§ **PROBLEM TO SOLVE**
Each line of the material must be repeated precisely, with the pictures left out.

------------------------------------

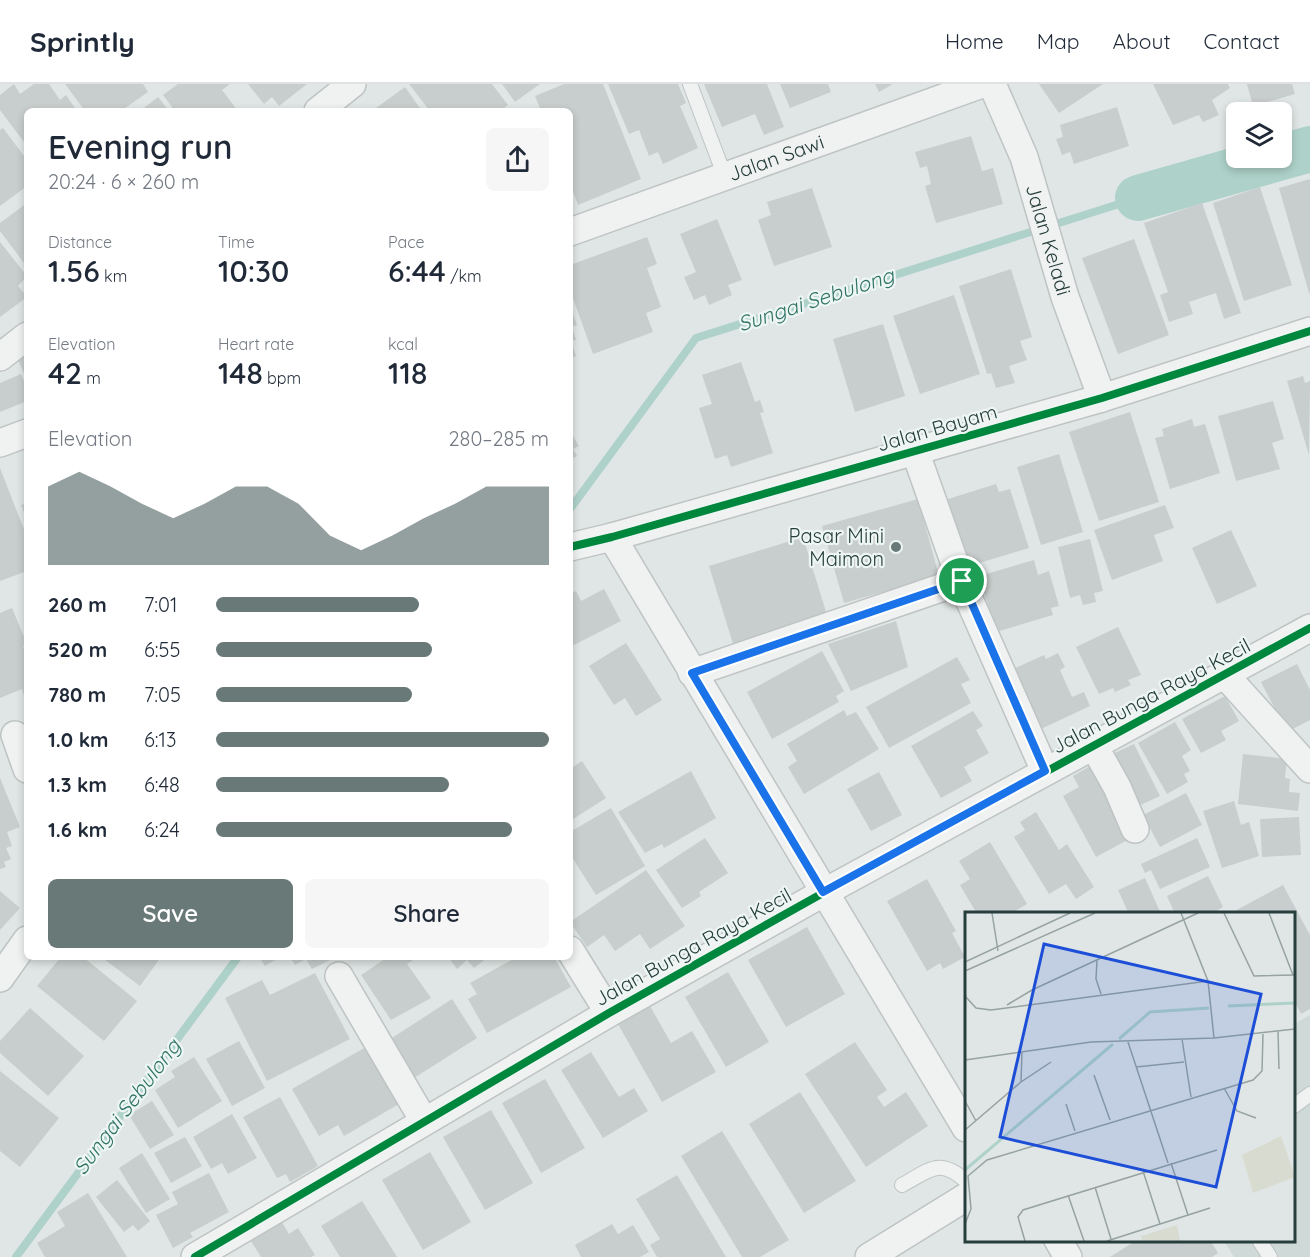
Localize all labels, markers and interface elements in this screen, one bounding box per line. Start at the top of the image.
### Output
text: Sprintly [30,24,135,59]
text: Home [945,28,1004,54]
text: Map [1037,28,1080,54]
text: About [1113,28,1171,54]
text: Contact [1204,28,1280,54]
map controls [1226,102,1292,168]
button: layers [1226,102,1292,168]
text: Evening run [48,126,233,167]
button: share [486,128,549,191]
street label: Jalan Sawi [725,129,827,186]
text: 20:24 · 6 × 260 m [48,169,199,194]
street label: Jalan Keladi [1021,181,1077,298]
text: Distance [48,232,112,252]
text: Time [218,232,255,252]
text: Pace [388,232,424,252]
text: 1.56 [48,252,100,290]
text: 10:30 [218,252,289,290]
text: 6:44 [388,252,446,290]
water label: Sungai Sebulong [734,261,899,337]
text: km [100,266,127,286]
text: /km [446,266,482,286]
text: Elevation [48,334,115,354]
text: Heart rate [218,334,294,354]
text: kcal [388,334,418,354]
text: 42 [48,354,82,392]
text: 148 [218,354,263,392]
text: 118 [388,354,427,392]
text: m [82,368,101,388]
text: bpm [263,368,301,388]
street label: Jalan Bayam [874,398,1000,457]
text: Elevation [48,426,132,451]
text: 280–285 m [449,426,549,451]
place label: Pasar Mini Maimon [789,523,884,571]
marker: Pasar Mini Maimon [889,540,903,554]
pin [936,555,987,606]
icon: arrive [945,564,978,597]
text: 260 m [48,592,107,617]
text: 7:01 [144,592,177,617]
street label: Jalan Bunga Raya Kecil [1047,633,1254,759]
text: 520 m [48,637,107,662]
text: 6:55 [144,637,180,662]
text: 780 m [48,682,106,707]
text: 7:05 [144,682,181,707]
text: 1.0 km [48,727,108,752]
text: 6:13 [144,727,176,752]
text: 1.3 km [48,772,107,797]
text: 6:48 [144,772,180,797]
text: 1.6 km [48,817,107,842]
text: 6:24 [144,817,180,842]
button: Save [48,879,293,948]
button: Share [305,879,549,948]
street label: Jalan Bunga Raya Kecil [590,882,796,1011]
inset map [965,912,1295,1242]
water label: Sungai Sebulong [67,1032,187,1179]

------------------------------------

§ **RESULT FOR THIS TASK**
Localize all labels, markers and interface elements in this screen, one bounding box per line. Start at the top of the image.
### Output
text: Sprintly [30,24,135,59]
text: Home [945,28,1004,54]
text: Map [1037,28,1080,54]
text: About [1113,28,1171,54]
text: Contact [1204,28,1280,54]
map controls [1226,102,1292,168]
button: layers [1226,102,1292,168]
text: Evening run [48,126,233,167]
button: share [486,128,549,191]
street label: Jalan Sawi [725,129,827,186]
text: 20:24 · 6 × 260 m [48,169,199,194]
street label: Jalan Keladi [1021,181,1077,298]
text: Distance [48,232,112,252]
text: Time [218,232,255,252]
text: Pace [388,232,424,252]
text: 1.56 [48,252,100,290]
text: 10:30 [218,252,289,290]
text: 6:44 [388,252,446,290]
water label: Sungai Sebulong [734,261,899,337]
text: km [100,266,127,286]
text: /km [446,266,482,286]
text: Elevation [48,334,115,354]
text: Heart rate [218,334,294,354]
text: kcal [388,334,418,354]
text: 42 [48,354,82,392]
text: 148 [218,354,263,392]
text: 118 [388,354,427,392]
text: m [82,368,101,388]
text: bpm [263,368,301,388]
street label: Jalan Bayam [874,398,1000,457]
text: Elevation [48,426,132,451]
text: 280–285 m [449,426,549,451]
place label: Pasar Mini Maimon [789,523,884,571]
marker: Pasar Mini Maimon [889,540,903,554]
pin [936,555,987,606]
icon: arrive [945,564,978,597]
text: 260 m [48,592,107,617]
text: 7:01 [144,592,177,617]
street label: Jalan Bunga Raya Kecil [1047,633,1254,759]
text: 520 m [48,637,107,662]
text: 6:55 [144,637,180,662]
text: 780 m [48,682,106,707]
text: 7:05 [144,682,181,707]
text: 1.0 km [48,727,108,752]
text: 6:13 [144,727,176,752]
text: 1.3 km [48,772,107,797]
text: 6:48 [144,772,180,797]
text: 1.6 km [48,817,107,842]
text: 6:24 [144,817,180,842]
button: Save [48,879,293,948]
button: Share [305,879,549,948]
street label: Jalan Bunga Raya Kecil [590,882,796,1011]
inset map [965,912,1295,1242]
water label: Sungai Sebulong [67,1032,187,1179]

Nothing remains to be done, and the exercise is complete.